For any positive integer $$n = p_1^{k_1}p_2^{k_2}p_3^{k_3}…p_r^{k_r} $$, where $$p$$ and $$k$$ are from the factored form under the fundamental theorem of arithmetic. We have $$!\phi(n) = n\prod_{p|n}(1 – \frac{1}{p})$$
Let’s consider a simpler case, $$n = pq$$, where $$p$$ and $$q$$ are two distinct primes. For this special case, $$\phi(n) = (p-1)(q-1)$$. We simply verify it as follows:
Because $$p$$ and $$q$$ are primes, integers in $$[1,pq]$$ that are relatively prime to $$pq$$ must be multiple of $$p$$ or multiple of $$q$$. There are $$q$$ multiples of $$p$$ and $$p$$ multiples of $$q$$, and $$pq$$ is counted twice. Therefore $$!\phi(n) = pq -p – q + 1 = (p-1)(q-1)$$
RSA works as follows:
- Two large different primes $$p$$ and $$q$$, and their product $$n = pq$$. When they are large, the factoring can be extremely hard.

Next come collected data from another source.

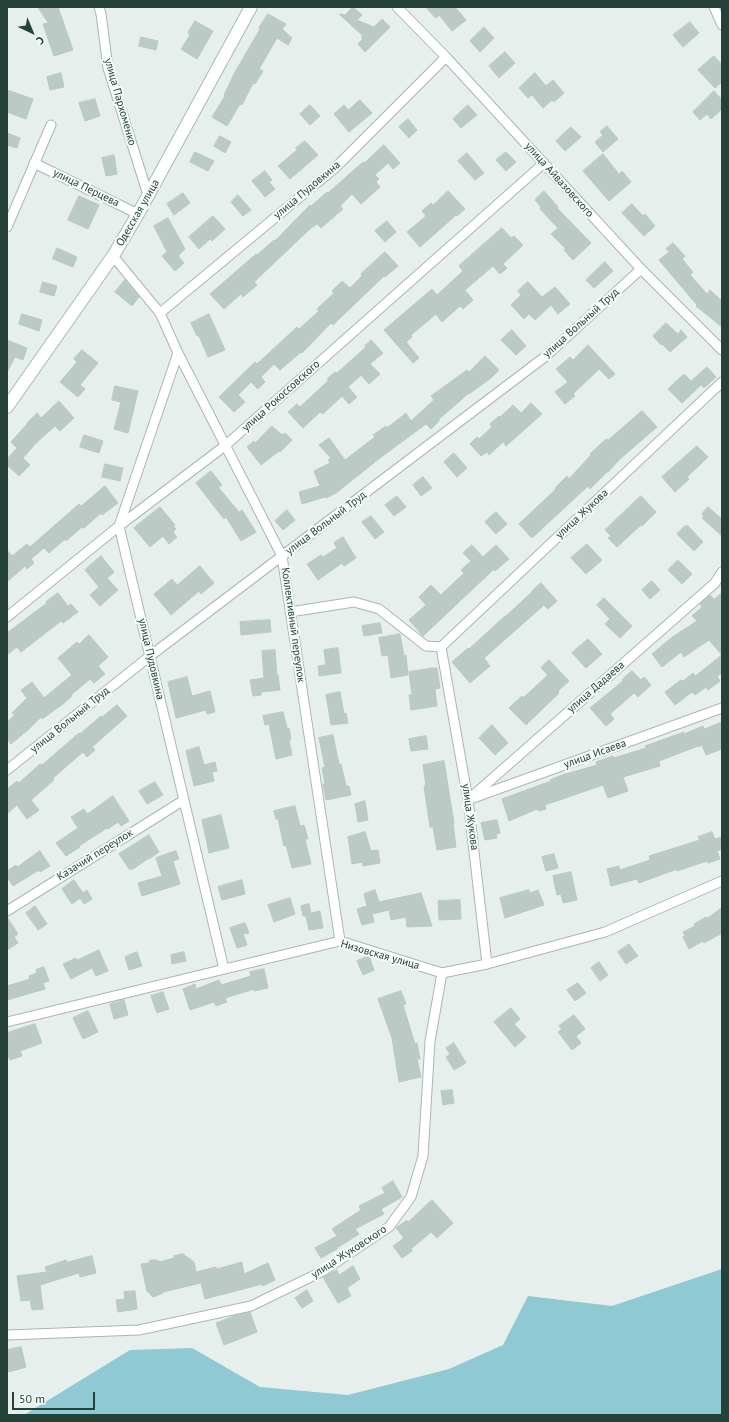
<!DOCTYPE html>
<meta charset="utf-8">
<style>
body{margin:0}
#map{position:relative;width:729px;height:1422px;overflow:hidden;background:#e6efeb;font-family:"PT Sans",sans-serif}
canvas{display:block}
.frame{position:absolute;inset:0;border:8px solid #24423a;pointer-events:none}
.north{position:absolute;left:12px;top:12px;width:40px;height:40px;-webkit-text-stroke:3px #f7fbf9;paint-order:stroke;rotate:136deg;font-size:11px;font-weight:700;line-height:16px;text-align:center;color:#24423a}
.north::after{content:'';display:block;margin:auto;width:14px;height:18px;background:#24423a;clip-path:polygon(50% 0,100% 100%,50% 72%,0 100%)}
.scale{position:absolute;left:12px;top:1392px;width:83px;height:18px;box-sizing:border-box;border:2px solid #24423a;border-top:0;padding-left:5px;font-size:12px;line-height:14px;white-space:nowrap;color:#24423a;-webkit-text-stroke:3px #f7fbf9;paint-order:stroke}
</style>
<div id="map">
<canvas width="729" height="1422"></canvas>
<div class="frame"></div>
<div class="north">С</div>
<div class="scale">50 m</div>
</div>
<script>
const g = document.querySelector('canvas').getContext('2d');
g.lineJoin = 'round';
function fill(path, color) { g.fillStyle = color; g.fill(path, 'evenodd'); }
function stroke(path, color, width, dash) { g.strokeStyle = color; g.lineWidth = width; g.lineCap = dash ? 'butt' : 'round'; g.setLineDash(dash || []); g.stroke(path); }
function drawText(font, color, halo, rows, align = 'center') {
  g.font = font + ' "PT Sans",sans-serif'; g.lineWidth = 4; g.setLineDash([]); g.textBaseline = 'middle'; g.strokeStyle = halo; g.fillStyle = color; for (const [text, x, y, turn = 0] of rows) {
    g.save(); g.translate(x, y); g.rotate((+turn || 0) * Math.PI / 180); g.textAlign = isNaN(turn) ? turn : align; if (halo) g.strokeText(text, 0, 0); g.fillText(text, 0, 0); g.restore();
  }
}
fill(new Path2D(`
 M722,1269V1415H24L130,1350L192,1348L260,1387L348,1395L449,1369L503,1345L528,1296L612,1306Z`), '#8ec9d4');
const building = new Path2D(`
 M38,7H58L73,50L54,56L43,24L48,23Z
 M353,7L362,15L357,20L374,27L382,19L390,27L365,52L358,44L363,39L361,37L363,36L339,14L345,15Z
 M426,7H455L466,20L452,31L439,15L436,18Z
 M268,14L286,24L282,29L292,38L288,45L277,38L259,69L263,71L255,84L253,83L242,105L240,104L227,126L212,117L225,96L224,95L235,72L260,29L259,28Z
 M195,21L213,31L197,59L181,49L190,35L188,33Z
 M690,22L699,33L683,47L673,35Z
 M484,27L494,38L480,52L470,41Z
 M141,37L158,41L156,50L139,46Z
 M505,52L515,63L499,78L489,66Z
 M714,56L722,65V82L715,88L698,70Z
 M61,73L64,87L50,90L47,77Z
 M535,73L546,86L553,80L564,93L554,102L552,100L543,108L532,95L528,98L519,88Z
 M7,90L33,99L26,119L7,112Z
 M714,91L722,100V109L711,119L707,114L700,120L693,112Z
 M95,99L100,116L85,121L79,103Z
 M360,100L372,113L349,132L334,114L344,105L348,110Z
 M310,105L320,116L310,125L300,114Z
 M468,105L477,115L461,128L453,119Z
 M408,119L417,130L409,138L399,127Z
 M607,126L618,139L603,152L595,142L603,135L600,132Z
 M571,127L581,137L565,151L556,141Z
 M7,133L20,138L17,148L7,145Z
 M220,136L231,142L225,153L214,146Z
 M305,141L318,155L290,179L278,166L297,150L296,148Z
 M384,145L400,163L393,169L388,163L375,175L379,179L376,182L380,187L361,204L352,194L340,206L343,209L321,228L317,224L311,228L254,282L257,285L243,297L241,294L224,309L210,294L256,254L257,255L274,240L275,241L310,205L311,206L327,192L328,193L363,162L364,163Z
 M195,152L214,161L208,171L190,162Z
 M506,152L516,162L506,171L496,160Z
 M467,153L484,173L475,180L458,161Z
 M603,154L619,174L622,171L631,182L609,201L583,171Z
 M114,155L117,174L106,176L102,158Z
 M265,171L272,180L269,182L275,189L265,197L252,181Z
 M448,191L465,209L457,216L456,215L420,247L407,232L426,216L422,211L431,203L433,205Z
 M544,191L558,207L557,208L591,243L573,260L564,250L566,249L551,234L558,228L540,209L541,207L535,200Z
 M183,193L190,203L174,215L167,204Z
 M238,195L251,210L243,216L231,202Z
 M79,196L99,205L88,229L68,220Z
 M632,204L643,216L645,214L655,226L644,236L622,213Z
 M213,216L225,229L212,241L210,239L199,249L189,237Z
 M168,218L185,249L178,256L184,263L175,271L162,256L167,252L154,226Z
 M387,221L396,232L385,242L375,231Z
 M502,228L511,238L514,236L523,245L503,264L507,268L500,274L493,266L465,290L473,300L463,309L460,306L442,322L436,314L411,335L412,337L406,342L419,358L413,363L384,330L432,289L437,295L463,271L459,266Z
 M673,243L685,256L682,259L693,272L690,275L707,294L710,290L722,301V327L696,306L697,305L659,260L669,252L666,249Z
 M57,248L77,257L73,267L53,259Z
 M385,252L398,266L385,277L384,276L333,325L331,323L302,353L301,352L280,370L274,364L261,377L265,382L258,389L251,382L238,395L245,402L234,412L219,397L255,362L257,364L297,327L299,329L319,311L317,309L334,293L332,291L342,281L350,288L362,276L361,274Z
 M605,262L613,271L594,288L586,280Z
 M125,280L139,297L132,306L115,292Z
 M43,282L57,286L54,296L40,292Z
 M528,282L542,297L555,287L570,304L558,314L551,305L535,320L529,314L524,319L511,305L521,295L518,291Z
 M22,314L42,320L39,331L19,324Z
 M209,314L225,350L208,357L199,336H197L191,323Z
 M666,323L678,334L681,330L687,337L670,352L662,344L661,345L653,336Z
 M512,330L526,346L516,355L501,340Z
 M7,340L27,348L23,360L15,357L7,372Z
 M371,340L383,353L370,364L380,374L369,384L361,375L348,387L357,397L349,404L342,396L323,414L320,412L303,428L288,412L297,404L300,407L329,380L327,379L335,372L337,373L366,347L365,346Z
 M588,345L615,374L609,379L599,369L573,394L575,396L565,404L555,392L568,382L556,369L570,357L573,360Z
 M82,350L98,363L80,385L85,389L78,397L60,382L77,362L74,359Z
 M485,356L499,370L491,378L469,394V393L439,419V421L431,429L426,424L380,458L336,493L326,498L325,497L302,504L299,492L320,486L314,471L330,463L328,460L331,458L319,445L329,438L345,460L375,437L373,435L386,426L387,428L406,413L411,421L434,400L431,396L467,370L469,372Z
 M707,367L716,377L704,388L701,385L682,403L668,389L684,374L691,381Z
 M115,386L138,391L128,433L114,429L121,402L112,400Z
 M59,401L74,418L60,431L55,426L36,443L23,458L30,465L19,476L7,465V459L17,448L11,442L28,423H27L37,413L41,418Z
 M531,403L542,414L506,446L503,442L489,455L487,452L481,456L470,444L477,437L479,439L492,427L490,424L499,416L500,417L513,405L521,413Z
 M642,411L657,427L620,459L608,472H607L590,489L588,486L532,538L519,524L556,489L555,488L567,476L569,479L591,455L590,454L606,439L608,440Z
 M272,426L282,435L285,433L292,440L280,452L279,451L261,465L247,447L254,441L255,443Z
 M84,435L103,441L99,453L80,447Z
 M697,446L708,457L687,477L689,479L675,492L662,477Z
 M454,453L467,468L457,477L444,462Z
 M105,464L123,468L120,481L102,477Z
 M211,471L222,485L218,487L239,512L242,510L256,532L241,541L226,517L224,519L196,483Z
 M423,477L432,488L421,496L413,485Z
 M105,486L118,503L102,515L101,513L84,528L82,527L66,541L65,539L49,553L44,548L31,559L34,563L27,569L25,566L7,582V550L12,556L27,544L30,547L79,504L81,506Z
 M397,496L406,507L394,516L385,505Z
 M641,496L656,512L642,526L641,525L617,547L608,538L611,536L605,530Z
 M160,507L175,525L173,526L176,529L173,532L177,537L169,544L163,536L150,547L134,528Z
 M708,507L722,519V536L702,518L704,516L702,514Z
 M287,510L295,520L283,530L275,521Z
 M496,512L507,524L496,534L485,522Z
 M371,516L384,532L375,539L362,522Z
 M685,526H688L703,542L694,551L677,534Z
 M343,537L356,558L344,566L342,563L318,580L307,564L321,555L323,557L337,548L334,543Z
 M587,544L602,560L586,574L571,558Z
 M472,545L483,557L496,545L509,559L495,571L494,569L423,636L409,620L426,605L419,597L431,585L441,595L464,573L461,570L471,561L463,553Z
 M101,556L114,572L107,578L118,590L100,606L90,595L99,587L85,570Z
 M678,560L692,574L682,584L668,570Z
 M200,566L214,583L201,594L199,591L171,615L154,594L172,579L177,585Z
 M652,581L660,590L650,599L642,590Z
 M541,583L557,601L548,609L544,605L484,658L490,666L470,683L452,662L468,648L469,649L492,628L505,616H506L532,592V591Z
 M58,593L68,606L71,604L78,612L63,623L61,621L21,652L17,647L7,655V633L47,603L46,602Z
 M722,593V655L709,640L684,657L681,652L662,667L652,654L671,638L697,621L692,616L702,607L700,604L709,596L710,595L714,599Z
 M604,598L632,626L620,638L605,624L610,619L597,605Z
 M270,620L271,632L241,635L240,622Z
 M380,623L382,633L364,636L362,626Z
 M400,634L404,656L406,655L408,675L391,678L388,655L382,656L379,638Z
 M89,635L108,657L98,666L105,674L94,683L90,679L71,695L72,696L63,704L42,719L41,717L29,729L11,744L7,739V722L15,715L12,713L27,698L21,690L32,682L44,698L72,675L58,658L77,642L79,644Z
 M588,639L602,654L586,668L572,653Z
 M338,648L341,673L319,676L318,666L326,665L324,650Z
 M275,650L277,676L278,675L280,690L261,692V695L253,696L250,680L264,678L262,651Z
 M722,655V673L717,676L720,681L708,690L706,687L695,695L692,692L675,705L665,692L681,680L683,681L693,673L695,676Z
 M549,660L569,681L558,691L559,693L526,725L509,708L522,696L523,698L548,675L541,668Z
 M433,668H437L440,688L435,689L437,706L411,710L409,695H412L409,672Z
 M632,671L641,680L644,677L651,685L638,697L634,693L610,714L614,719L606,726L590,708L623,681L622,680Z
 M187,677L192,696L210,691L215,712L207,714L206,710L176,718L168,682Z
 M340,692L344,714L346,713L348,723L331,725L326,695Z
 M117,705L127,716L92,747L95,750L87,757L83,752L53,778L54,780L31,800L39,810L27,819L17,805L7,814V789L17,781L19,783L40,764L42,765L79,733L80,734L101,716L102,717Z
 M283,712L287,728H289L291,739L289,740L292,755L276,759L269,724L265,725L263,716Z
 M722,722V749L706,755L702,745L699,747L698,746L659,761L660,766L623,777L628,791L608,798L603,785L545,805L546,809L539,811L537,809L509,821L502,799L551,781L550,780L562,775L597,765L596,762L613,756L614,758L646,748L645,746L684,732V734L703,726L704,729Z
 M492,725L508,743L495,755L479,738Z
 M333,735L339,764H341L346,786H349L351,795L326,800L323,784H325L322,768L325,767L319,738Z
 M426,736L428,749L411,751L409,739Z
 M199,747L204,765L215,762L217,771L212,772L214,781L194,786L186,751Z
 M444,761L454,823H453L456,847L437,850L433,827H430L427,807L424,786H426L423,765Z
 M155,782L163,795L147,804L139,791Z
 M113,796L129,821L121,826L118,822L108,829L107,828L79,846L80,847L66,856L56,843L78,828L71,817L84,809L87,814Z
 M365,801L368,820L358,822L355,804Z
 M295,806L300,826L304,825L308,839H305L311,864L292,868L286,845L284,846L278,819H276L274,811Z
 M221,815L229,848L209,853L202,820Z
 M497,820L500,833L496,834L497,838L485,840L481,823Z
 M365,832L371,851L378,850L380,863L363,866L362,862L352,864L348,837Z
 M712,832L715,839L722,837V849L717,851L720,859L708,863L707,861L677,871V869L639,883L637,879L611,886L607,869L619,866L620,870L650,860L649,856L700,840L698,837Z
 M149,835L159,852L149,859V858L133,869H129L119,854Z
 M40,851L50,866L40,872L39,870L13,886L7,877V871L16,865L17,867Z
 M176,851L179,859L173,861L180,884L142,896L138,883L162,876L156,858Z
 M554,854L558,868L546,871L542,857Z
 M571,872L577,900L563,903L561,894L557,895L553,876Z
 M74,880L83,893L87,890L92,899L84,904L80,898L72,904L62,889Z
 M242,880L245,894L222,900L218,887Z
 M375,890L379,902L421,893L432,926L407,927L406,917L391,920L389,910L372,914L374,922L362,925L357,909L367,906L364,894Z
 M529,890L530,893L538,890L544,905L505,918L500,898Z
 M290,898L295,914L274,922L268,905Z
 M460,900L461,919L439,920L438,901Z
 M309,904L311,913L320,911L323,928L309,930L306,916H303L301,906Z
 M35,906L47,924L38,930L26,913Z
 M722,908V933L704,943L703,941L689,949L683,937L685,936L683,932L695,926L694,924L706,917L707,918Z
 M7,917L18,934L14,937L18,943L7,950Z
 M245,923L249,933L243,934L247,945L237,948L230,928Z
 M629,944L638,956L626,964L618,952Z
 M99,950L108,971L96,976L92,968L71,979L63,964L76,958L77,960Z
 M137,952L142,966L129,970L125,957Z
 M184,952L186,961L172,964L171,955Z
 M369,956L374,970L363,975L357,961Z
 M599,962L608,975L600,981L591,968Z
 M44,967L49,981L43,983L45,989L7,1000V986L30,979L29,976L37,973L36,970Z
 M264,969L268,988L254,991V989L225,998L227,1002L216,1006L214,1002L190,1010L183,989L195,984L196,989L219,980L221,985L251,976L250,972Z
 M578,983L586,993L575,1001L567,990Z
 M401,991L406,1004L403,1005L415,1044L417,1043L420,1059H417L421,1077L399,1082L392,1038L378,999Z
 M163,992L169,1009L157,1013L151,996Z
 M124,1000L128,1015L114,1019L110,1004Z
 M511,1008L520,1019L514,1024L526,1037L515,1047L494,1022Z
 M88,1011L98,1032L83,1039L73,1018Z
 M574,1015L585,1029L576,1036L581,1043L572,1050L558,1032L562,1029L559,1026Z
 M35,1024L42,1043L20,1051L22,1056L10,1060L7,1054V1033Z
 M454,1043L466,1063L454,1070L446,1057L450,1054L446,1048Z
 M452,1090L454,1103L443,1105L441,1091Z
 M393,1181L402,1197L381,1209L384,1214L355,1229L359,1234L337,1248V1249L321,1258L315,1248L337,1236L332,1229L361,1210L359,1206L385,1193L382,1188Z
 M432,1200L453,1223L437,1238L431,1232L411,1249L412,1251L402,1258L393,1246L404,1238L396,1228L407,1220L408,1222Z
 M183,1254L194,1262L196,1272L216,1267L217,1269L242,1262L244,1274L268,1263L275,1280L263,1286L262,1284L205,1299L201,1283L163,1292V1293L153,1297L147,1291L141,1264L149,1263L150,1260H157L160,1262L174,1258V1256Z
 M92,1256L96,1273L80,1277L79,1273L40,1285L43,1309L32,1310L30,1300L21,1301L17,1276L47,1272L45,1267L66,1260L67,1262Z
 M353,1266L360,1279L347,1288L351,1296L338,1303L323,1277L337,1270L339,1275Z
 M307,1290L313,1301L302,1308L295,1298Z
 M135,1291L137,1309L118,1312L116,1300L125,1299L124,1292Z
 M250,1312L257,1332L224,1345L216,1323L234,1316Z
 M21,1347L26,1367L9,1372L7,1365V1350Z`);
fill(building, '#bbcac4');
stroke(building, '#b8c9c2', 1);
const minor = new Path2D(`
 M99,7L101,14L108,68L148,195
 M397,7L446,57L641,269L722,350
 M714,7L722,25
 M34,163L138,214
 M7,227L51,125
 M113,256L160,313L178,353L282,556L340,941
 M160,313L335,168L446,57
 M178,353L119,526L224,969
 M290,612L354,602L379,609L426,646L441,647
 M7,617L119,526L226,445L544,163
 M7,770L150,656L546,356L641,269
 M473,798L722,708
 M468,800L715,583L722,572
 M7,911L184,800
 M487,964L468,800L441,647L722,382
 M7,1022L340,941L442,973L487,964L605,932L722,881
 M7,1335L139,1330L251,1306L323,1271L389,1227L411,1197L423,1156L430,1041L442,973`);
const secondary = new Path2D(`
 M7,407L113,256L138,214L251,7`);
stroke(minor, '#a8b8b2', 11);
stroke(secondary, '#a4bbb3', 14);
stroke(minor, '#fff', 9);
stroke(secondary, '#fff', 12);
drawText('11px', '#24423a', '#f7fbf9', [
 ["улица Пархоменко",120,102,74],
 ["улица Айвазовского",559,180,48],
 ["улица Перцева",86,188,26],
 ["улица Пудовкина",307,190,-40],
 ["Одесская улица",138,213,-60],
 ["улица Вольный Труд",581,323,-42],
 ["улица Рокоссовского",281,396,-42],
 ["улица Жукова",582,514,-43],
 ["улица Вольный Труд",326,523,-37],
 ["Коллективный переулок",293,625,82],
 ["улица Пудовкина",151,659,77],
 ["улица Дадаева",596,687,-41],
 ["улица Вольный Труд",70,720,-39],
 ["улица Исаева",595,754,-20],
 ["улица Жукова",470,817,82],
 ["Казачий переулок",95,855,-32],
 ["Низовская улица",380,955,16],
 ["улица Жуковского",349,1252,-33]
]);
</script>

- An integer $$e$$ that satisfies $$\gcd(e, \phi(n)) = 1$$ is chosen. The pair $$(e, n)$$ are used as the public key and serve the purpose of encryption. $$! m’ = \mathrm{rem}(m^e, n)$$
- An integer $$d$$ that satisfies $$de \equiv 1 \pmod{\phi(n)}$$ is chosen. The pair $$(d, n)$$ are used as the private key and serve the purpose of decryption. $$! m = \mathrm{rem}((m’)^d, n)$$
Let’s understand why the decryption works?
$$!\begin{align}
m’ & = \mathrm{rem}(m^e, n) \\
m’ & \equiv m^e \pmod{n} \\
(m’)^d & \equiv m^{ed} \pmod{n}
\end{align}$$
We know $$de \equiv 1 \pmod{\phi(n)}$$, so $$\exists~r \in \mathbb{Z}$$, such that $$r\phi(n) + 1 = de$$. We substitute it back to the one above,
$$!\begin{align}
(m’)^d & \equiv m^{r\phi(n) + 1} \pmod{n}\\
& \equiv (m^{\phi(n)})^rm \pmod{n} \\
& \equiv m \pmod{n}
\end{align}$$
Now we can see that $$! m = \mathrm{rem}((m’)^d, n)$$
Implementation wise, there are are few things to note:
- We know $$n = pq$$, so as long as both $$p$$ and $$q$$ don’t divide $$m$$, we have $$\gcd(m,n) = 1$$. When $$p$$ and $$q$$ are large, this is usually the case. However, if $$\gcd(m,n) \neq 1$$, the whole system will break.